Laplacian spectral embedding favors sparse graphs.

Adjacency spectral embedding favors not-too-sparse graphs.

Adjacency spectral embedding is better for core-periphery structures.

Abstract

Statistical inference on graphs often proceeds via spectral methods involving low-dimensional embeddings of matrix-valued graph representations, such as the graph Laplacian or adjacency matrix. In this paper, we analyze the asymptotic information-theoretic relative performance of Laplacian spectral embedding and adjacency spectral embedding for block assignment recovery in stochastic block model graphs by way of Chernoff information.
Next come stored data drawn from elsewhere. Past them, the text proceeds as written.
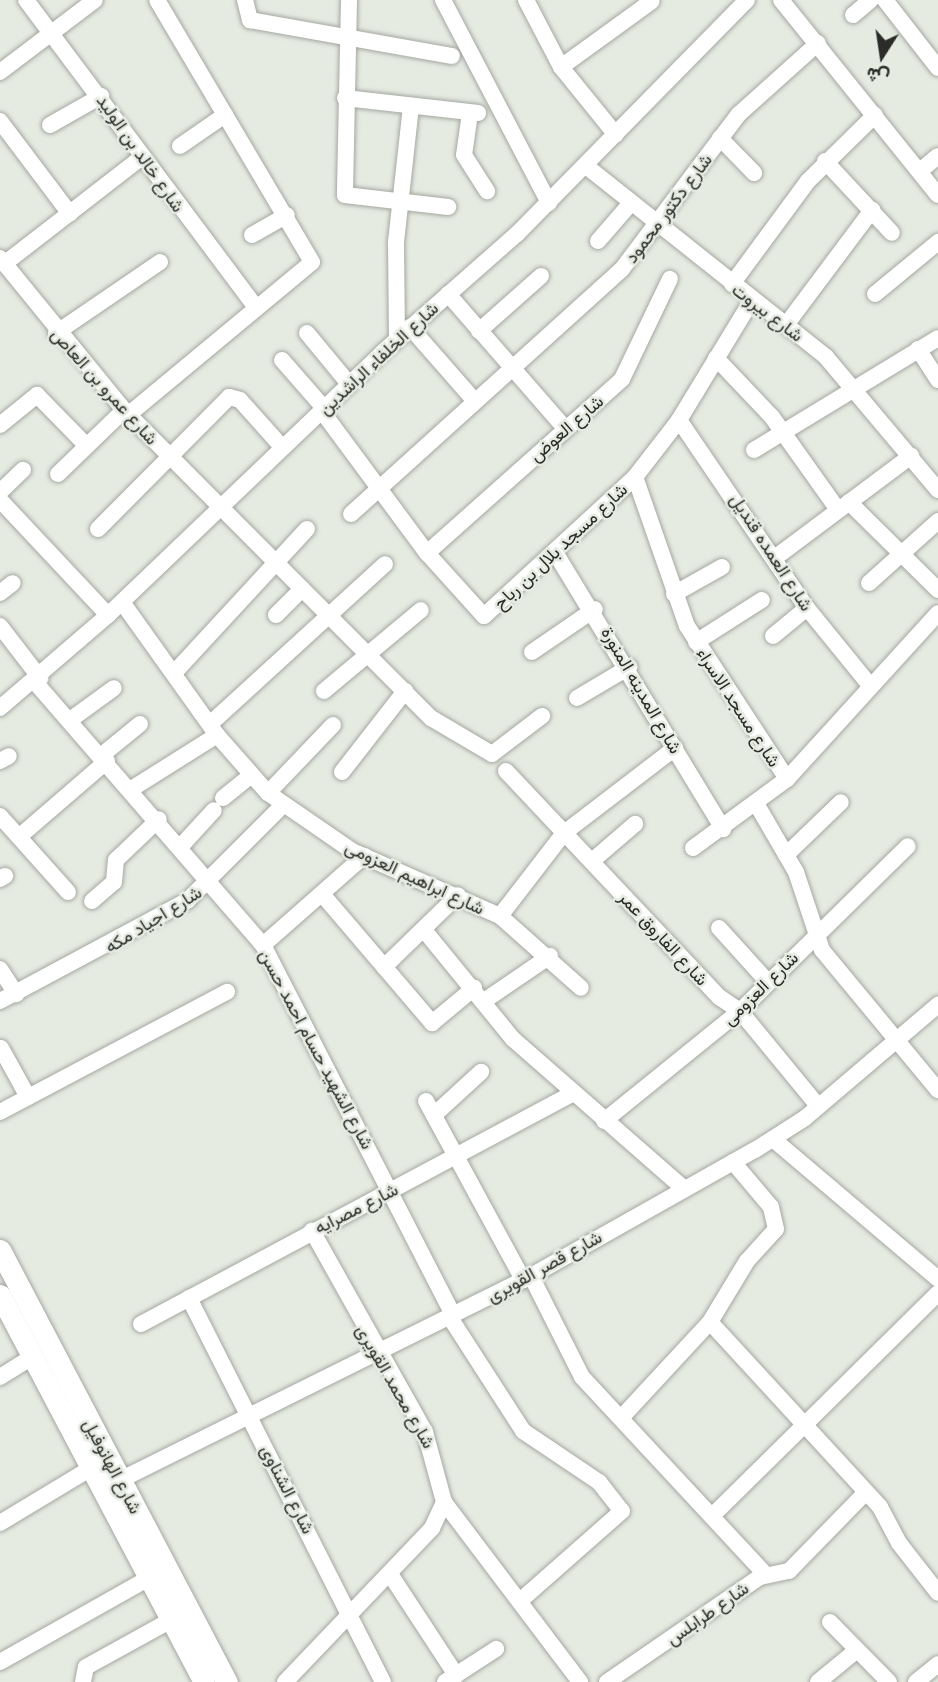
<!DOCTYPE html>
<html>
<head>
<meta charset="utf-8">
<style>
  body { margin:0 }
  #map { position:relative; width:938px; height:1682px; overflow:hidden; background:#e6ebe2; font-family:Lato,Vazirmatn,sans-serif }
  div>[style] { position:absolute }
  [style*='--x'] { left:calc(var(--x)*1px); top:calc(var(--y)*1px); width:calc(var(--w)*1px); rotate:calc(var(--a)*1deg) }
  .roads { filter:drop-shadow(0 0 2px #a4a8a0) drop-shadow(0 0 2px #a4a8a0) }
  .minor>* { height:16px; margin:-8px; padding:0 8px; transform-origin:8px; border-radius:8px; background:#fff }
  .tertiary>* { height:21px; margin:-10.5px; padding:0 10.5px; transform-origin:10.5px; border-radius:10.5px; background:#fff }
  span { translate:-50% -50%; white-space:nowrap; text-align:center; line-height:1.15; -webkit-text-stroke:5px #e6ebe2; paint-order:stroke }
  .street-label { font-size:18px; color:#2b2c29 }
  .north { position:absolute; left:847px; top:21px; width:70px; height:70px; -webkit-text-stroke:5px #e6ebe2; paint-order:stroke; rotate:192deg; font-size:19px; font-weight:700; line-height:28px; text-align:center; color:#2b2c29 }
  .north::after { content:''; display:block; margin:auto; width:24px; height:32px; background:#2b2c29; clip-path:polygon(50% 0,100% 100%,50% 72%,0 100%) }
</style>
</head>
<body>
<div id="map">
  <div class="roads">
    <div class="minor">
      <div style="--x:26;--y:0;--w:382;--a:53.2"></div>
      <div style="--x:245;--y:0;--w:21;--a:76"></div>
      <div style="--x:250;--y:20;--w:205;--a:10.1"></div>
      <div style="--x:349;--y:0;--w:195;--a:91.2"></div>
      <div style="--x:345;--y:195;--w:104;--a:6.6"></div>
      <div style="--x:443;--y:0;--w:229;--a:62.4"></div>
      <div style="--x:526;--y:0;--w:76;--a:62.4"></div>
      <div style="--x:561;--y:67;--w:87;--a:51"></div>
      <div style="--x:781;--y:0;--w:250;--a:51.2"></div>
      <div style="--x:885;--y:0;--w:86;--a:52.1"></div>
      <div style="--x:853;--y:15;--w:23;--a:-40"></div>
      <div style="--x:561;--y:67;--w:112;--a:-36"></div>
      <div style="--x:0;--y:72;--w:119;--a:-37.2"></div>
      <div style="--x:345;--y:98;--w:134;--a:6.4"></div>
      <div style="--x:470;--y:113;--w:42;--a:98.1"></div>
      <div style="--x:464;--y:155;--w:43;--a:57.4"></div>
      <div style="--x:0;--y:121;--w:116;--a:53"></div>
      <div style="--x:50;--y:125;--w:59;--a:-29.6"></div>
      <div style="--x:720;--y:138;--w:49;--a:45.8"></div>
      <div style="--x:180;--y:146;--w:55;--a:-34.6"></div>
      <div style="--x:825;--y:161;--w:98;--a:47.1"></div>
      <div style="--x:586;--y:166;--w:307;--a:38.5"></div>
      <div style="--x:826;--y:357;--w:174;--a:49.9"></div>
      <div style="--x:920;--y:171;--w:23;--a:-40"></div>
      <div style="--x:252;--y:235;--w:40;--a:-29.7"></div>
      <div style="--x:598;--y:241;--w:49;--a:-49.1"></div>
      <div style="--x:0;--y:258;--w:196;--a:50.8"></div>
      <div style="--x:124;--y:410;--w:435;--a:45.1"></div>
      <div style="--x:431;--y:718;--w:71;--a:30.5"></div>
      <div style="--x:492;--y:754;--w:63;--a:-37.2"></div>
      <div style="--x:4;--y:264;--w:175;--a:-37.8"></div>
      <div style="--x:732;--y:284;--w:128;--a:-53.6"></div>
      <div style="--x:808;--y:181;--w:94;--a:-44.6"></div>
      <div style="--x:448;--y:294;--w:178;--a:48.9"></div>
      <div style="--x:875;--y:294;--w:82;--a:-39.5"></div>
      <div style="--x:786;--y:325;--w:144;--a:-53.2"></div>
      <div style="--x:410;--y:327;--w:96;--a:48.8"></div>
      <div style="--x:479;--y:331;--w:83;--a:-41.6"></div>
      <div style="--x:56;--y:333;--w:126;--a:-34.3"></div>
      <div style="--x:307;--y:333;--w:66;--a:50.5"></div>
      <div style="--x:397;--y:339;--w:97;--a:-90.6"></div>
      <div style="--x:396;--y:242;--w:137;--a:-83.7"></div>
      <div style="--x:918;--y:349;--w:37;--a:57"></div>
      <div style="--x:716;--y:358;--w:81;--a:46.5"></div>
      <div style="--x:772;--y:417;--w:114;--a:54.6"></div>
      <div style="--x:282;--y:360;--w:64;--a:48.8"></div>
      <div style="--x:321;--y:410;--w:178;--a:53.5"></div>
      <div style="--x:427;--y:553;--w:85;--a:47.9"></div>
      <div style="--x:484;--y:616;--w:205;--a:-42.6"></div>
      <div style="--x:635;--y:477;--w:72;--a:-52.3"></div>
      <div style="--x:679;--y:420;--w:140;--a:-58.7"></div>
      <div style="--x:128;--y:415;--w:239;--a:-39.7"></div>
      <div style="--x:312;--y:262;--w:304;--a:-120.6"></div>
      <div style="--x:679;--y:420;--w:227;--a:55.8"></div>
      <div style="--x:807;--y:608;--w:97;--a:50.9"></div>
      <div style="--x:0;--y:425;--w:48;--a:-39"></div>
      <div style="--x:37;--y:395;--w:71;--a:45.6"></div>
      <div style="--x:754;--y:450;--w:215;--a:-31.3"></div>
      <div style="--x:58;--y:474;--w:92;--a:-44.1"></div>
      <div style="--x:635;--y:477;--w:158;--a:70.8"></div>
      <div style="--x:687;--y:626;--w:183;--a:56.8"></div>
      <div style="--x:0;--y:492;--w:32;--a:-44"></div>
      <div style="--x:0;--y:500;--w:158;--a:46.8"></div>
      <div style="--x:849;--y:502;--w:125;--a:44.7"></div>
      <div style="--x:351;--y:514;--w:365;--a:-42.1"></div>
      <div style="--x:622;--y:269;--w:194;--a:-53"></div>
      <div style="--x:739;--y:114;--w:106;--a:-41.9"></div>
      <div style="--x:98;--y:529;--w:186;--a:-45.2"></div>
      <div style="--x:229;--y:397;--w:11;--a:15"></div>
      <div style="--x:240;--y:400;--w:63;--a:48.2"></div>
      <div style="--x:427;--y:553;--w:261;--a:-41.7"></div>
      <div style="--x:622;--y:379;--w:111;--a:-64.4"></div>
      <div style="--x:556;--y:554;--w:322;--a:58.7"></div>
      <div style="--x:776;--y:557;--w:169;--a:-36.8"></div>
      <div style="--x:869;--y:583;--w:93;--a:-41.9"></div>
      <div style="--x:0;--y:593;--w:16;--a:-38"></div>
      <div style="--x:674;--y:594;--w:55;--a:-29.4"></div>
      <div style="--x:122;--y:602;--w:163;--a:54.5"></div>
      <div style="--x:217;--y:735;--w:77;--a:48.7"></div>
      <div style="--x:268;--y:793;--w:102;--a:34.6"></div>
      <div style="--x:352;--y:851;--w:162;--a:23.7"></div>
      <div style="--x:500;--y:916;--w:108;--a:41.6"></div>
      <div style="--x:276;--y:615;--w:37;--a:-45"></div>
      <div style="--x:0;--y:626;--w:66;--a:52.4"></div>
      <div style="--x:773;--y:636;--w:44;--a:-39.5"></div>
      <div style="--x:696;--y:642;--w:78;--a:-32.5"></div>
      <div style="--x:532;--y:652;--w:76;--a:-34.3"></div>
      <div style="--x:174;--y:673;--w:196;--a:-47.3"></div>
      <div style="--x:35;--y:682;--w:348;--a:49.1"></div>
      <div style="--x:263;--y:945;--w:415;--a:62.8"></div>
      <div style="--x:324;--y:691;--w:126;--a:-39.9"></div>
      <div style="--x:577;--y:698;--w:61;--a:-30.8"></div>
      <div style="--x:0;--y:708;--w:143;--a:-40.7"></div>
      <div style="--x:108;--y:615;--w:381;--a:-43.7"></div>
      <div style="--x:383;--y:352;--w:179;--a:-41.4"></div>
      <div style="--x:517;--y:234;--w:328;--a:-45.5"></div>
      <div style="--x:70;--y:720;--w:54;--a:-36"></div>
      <div style="--x:210;--y:724;--w:237;--a:-42.4"></div>
      <div style="--x:102;--y:755;--w:49;--a:-39.2"></div>
      <div style="--x:0;--y:761;--w:10;--a:-29"></div>
      <div style="--x:506;--y:771;--w:311;--a:46.7"></div>
      <div style="--x:719;--y:997;--w:25;--a:34"></div>
      <div style="--x:740;--y:1011;--w:123;--a:50.6"></div>
      <div style="--x:342;--y:772;--w:103;--a:-52.1"></div>
      <div style="--x:133;--y:788;--w:99;--a:-32.2"></div>
      <div style="--x:268;--y:793;--w:94;--a:-46.3"></div>
      <div style="--x:223;--y:798;--w:35;--a:-39"></div>
      <div style="--x:757;--y:805;--w:78;--a:59.8"></div>
      <div style="--x:796;--y:872;--w:82;--a:71.6"></div>
      <div style="--x:822;--y:950;--w:182;--a:50.4"></div>
      <div style="--x:0;--y:816;--w:102;--a:48.2"></div>
      <div style="--x:20;--y:836;--w:115;--a:-40.8"></div>
      <div style="--x:182;--y:845;--w:47;--a:-47.6"></div>
      <div style="--x:693;--y:848;--w:117;--a:-36.3"></div>
      <div style="--x:787;--y:779;--w:224;--a:-47.7"></div>
      <div style="--x:786;--y:855;--w:76;--a:-43.9"></div>
      <div style="--x:592;--y:861;--w:57;--a:-40.7"></div>
      <div style="--x:0;--y:879;--w:6;--a:-31"></div>
      <div style="--x:322;--y:894;--w:170;--a:49.5"></div>
      <div style="--x:432;--y:1023;--w:55;--a:-39.8"></div>
      <div style="--x:92;--y:901;--w:29;--a:-41"></div>
      <div style="--x:114;--y:882;--w:22;--a:-85"></div>
      <div style="--x:116;--y:860;--w:59;--a:-43.6"></div>
      <div style="--x:500;--y:916;--w:105;--a:-52.4"></div>
      <div style="--x:564;--y:833;--w:140;--a:-37.4"></div>
      <div style="--x:719;--y:928;--w:70;--a:47.9"></div>
      <div style="--x:424;--y:930;--w:141;--a:50.8"></div>
      <div style="--x:513;--y:1039;--w:226;--a:41.2"></div>
      <div style="--x:263;--y:945;--w:135;--a:-41.4"></div>
      <div style="--x:384;--y:967;--w:103;--a:-44.2"></div>
      <div style="--x:0;--y:969;--w:30;--a:57"></div>
      <div style="--x:0;--y:1001;--w:213;--a:-28.2"></div>
      <div style="--x:188;--y:900;--w:134;--a:-45"></div>
      <div style="--x:484;--y:1001;--w:80;--a:-34.3"></div>
      <div style="--x:1;--y:1048;--w:56;--a:61.1"></div>
      <div style="--x:426;--y:1101;--w:204;--a:61.5"></div>
      <div style="--x:0;--y:1112;--w:257;--a:-27.9"></div>
      <div style="--x:434;--y:1115;--w:64;--a:-42.5"></div>
      <div style="--x:604;--y:1121;--w:175;--a:-39"></div>
      <div style="--x:740;--y:1011;--w:235;--a:-44.5"></div>
      <div style="--x:773;--y:1139;--w:216;--a:40.3"></div>
      <div style="--x:531;--y:1276;--w:113;--a:63.2"></div>
      <div style="--x:582;--y:1377;--w:270;--a:47.1"></div>
      <div style="--x:189;--y:1298;--w:430;--a:63.2"></div>
      <div style="--x:449;--y:1316;--w:137;--a:57.2"></div>
      <div style="--x:523;--y:1431;--w:92;--a:33.9"></div>
      <div style="--x:599;--y:1482;--w:37;--a:52"></div>
      <div style="--x:622;--y:1511;--w:135;--a:138.6"></div>
      <div style="--x:710;--y:1322;--w:251;--a:47.4"></div>
      <div style="--x:880;--y:1507;--w:41;--a:62.2"></div>
      <div style="--x:899;--y:1543;--w:63;--a:52"></div>
      <div style="--x:141;--y:1324;--w:489;--a:-28.1"></div>
      <div style="--x:0;--y:1377;--w:39;--a:-32"></div>
      <div style="--x:621;--y:1418;--w:131;--a:-47.2"></div>
      <div style="--x:710;--y:1322;--w:71;--a:-58.8"></div>
      <div style="--x:747;--y:1261;--w:43;--a:-47.8"></div>
      <div style="--x:776;--y:1229;--w:23;--a:-103"></div>
      <div style="--x:771;--y:1207;--w:59;--a:-130.2"></div>
      <div style="--x:120;--y:1480;--w:459;--a:-26.4"></div>
      <div style="--x:531;--y:1276;--w:257;--a:-29.4"></div>
      <div style="--x:755;--y:1150;--w:59;--a:-32.6"></div>
      <div style="--x:805;--y:1118;--w:175;--a:-40.4"></div>
      <div style="--x:444;--y:1502;--w:226;--a:52.9"></div>
      <div style="--x:712;--y:1516;--w:317;--a:-44.6"></div>
      <div style="--x:0;--y:1523;--w:106;--a:-31.1"></div>
      <div style="--x:390;--y:1574;--w:121;--a:56.8"></div>
      <div style="--x:830;--y:1622;--w:84;--a:45.5"></div>
      <div style="--x:0;--y:1662;--w:171;--a:-29.4"></div>
      <div style="--x:83;--y:1682;--w:15;--a:-79"></div>
      <div style="--x:86;--y:1667;--w:97;--a:-28.9"></div>
      <div style="--x:285;--y:1682;--w:213;--a:-46.3"></div>
      <div style="--x:432;--y:1528;--w:29;--a:-65"></div>
      <div style="--x:444;--y:1502;--w:73;--a:-105.2"></div>
      <div style="--x:425;--y:1432;--w:231;--a:-119.3"></div>
      <div style="--x:445;--y:1682;--w:61;--a:-32.9"></div>
      <div style="--x:607;--y:1682;--w:186;--a:-34.5"></div>
      <div style="--x:760;--y:1577;--w:30;--a:-12"></div>
      <div style="--x:789;--y:1571;--w:110;--a:-45.7"></div>
      <div style="--x:818;--y:1682;--w:50;--a:-39.4"></div>
      <div style="--x:916;--y:1682;--w:28;--a:-39"></div>
    </div>
    <div class="tertiary">
      <div style="--x:0;--y:1250;--w:488;--a:62.3"></div>
      <div style="--x:0;--y:1295;--w:437;--a:62.2"></div>
    </div>
  </div>
  <div class="street-label">
    <span style="left:141px;top:153px;rotate:55deg">شارع خالد بن الوليد</span>
    <span style="left:668px;top:208px;rotate:-53deg">شارع دكتور محمود</span>
    <span style="left:768px;top:312px;rotate:37deg">شارع بيروت</span>
    <span style="left:378px;top:358px;rotate:-43deg">شارع الخلفاء الراشدين</span>
    <span style="left:105px;top:386px;rotate:48deg">شارع عمرو بن العاص</span>
    <span style="left:566px;top:428px;rotate:-41deg">شارع العوض</span>
    <span style="left:560px;top:546px;rotate:-43deg">شارع مسجد بلال بن رباح</span>
    <span style="left:772px;top:552px;rotate:57deg">شارع العمده قنديل</span>
    <span style="left:642px;top:690px;rotate:60deg">شارع المدينه المنورة</span>
    <span style="left:739px;top:707px;rotate:57deg">شارع مسجد الاسراء</span>
    <span style="left:415px;top:877px;rotate:25deg">شارع ابراهيم العزومى</span>
    <span style="left:153px;top:919px;rotate:-32deg">شارع اجياد مكه</span>
    <span style="left:664px;top:938px;rotate:47deg">شارع الفاروق عمر</span>
    <span style="left:760px;top:988px;rotate:-44deg">شارع العزومى</span>
    <span style="left:317px;top:1049px;rotate:62deg">شارع الشهيد حسام احمد حسن</span>
    <span style="left:356px;top:1208px;rotate:-27deg">شارع مصرايه</span>
    <span style="left:544px;top:1266px;rotate:-29deg">شارع قصر القويرى</span>
    <span style="left:396px;top:1386px;rotate:60deg">شارع محمد القويرى</span>
    <span style="left:113px;top:1466px;rotate:62deg">شارع الهانوفيل</span>
    <span style="left:288px;top:1489px;rotate:63deg">شارع الشناوى</span>
    <span style="left:707px;top:1613px;rotate:-35deg">شارع طرابلس</span>
  </div>
  <div class="north">ش</div>
</div>
</body>
</html>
We investigate the relationship between spectral embedding performance and underlying network structure (e.g.~homogeneity, affinity, core-periphery, (un)balancedness) via a comprehensive treatment of the two-block stochastic block model and the class of $K$-block models exhibiting homogeneous balanced affinity structure. Our findings support the claim that, for a particular notion of sparsity, loosely speaking, "Laplacian spectral embedding favors relatively sparse graphs, whereas adjacency spectral embedding favors not-too-sparse graphs." We also provide evidence in support of the claim that "adjacency spectral embedding favors core-periphery network structure."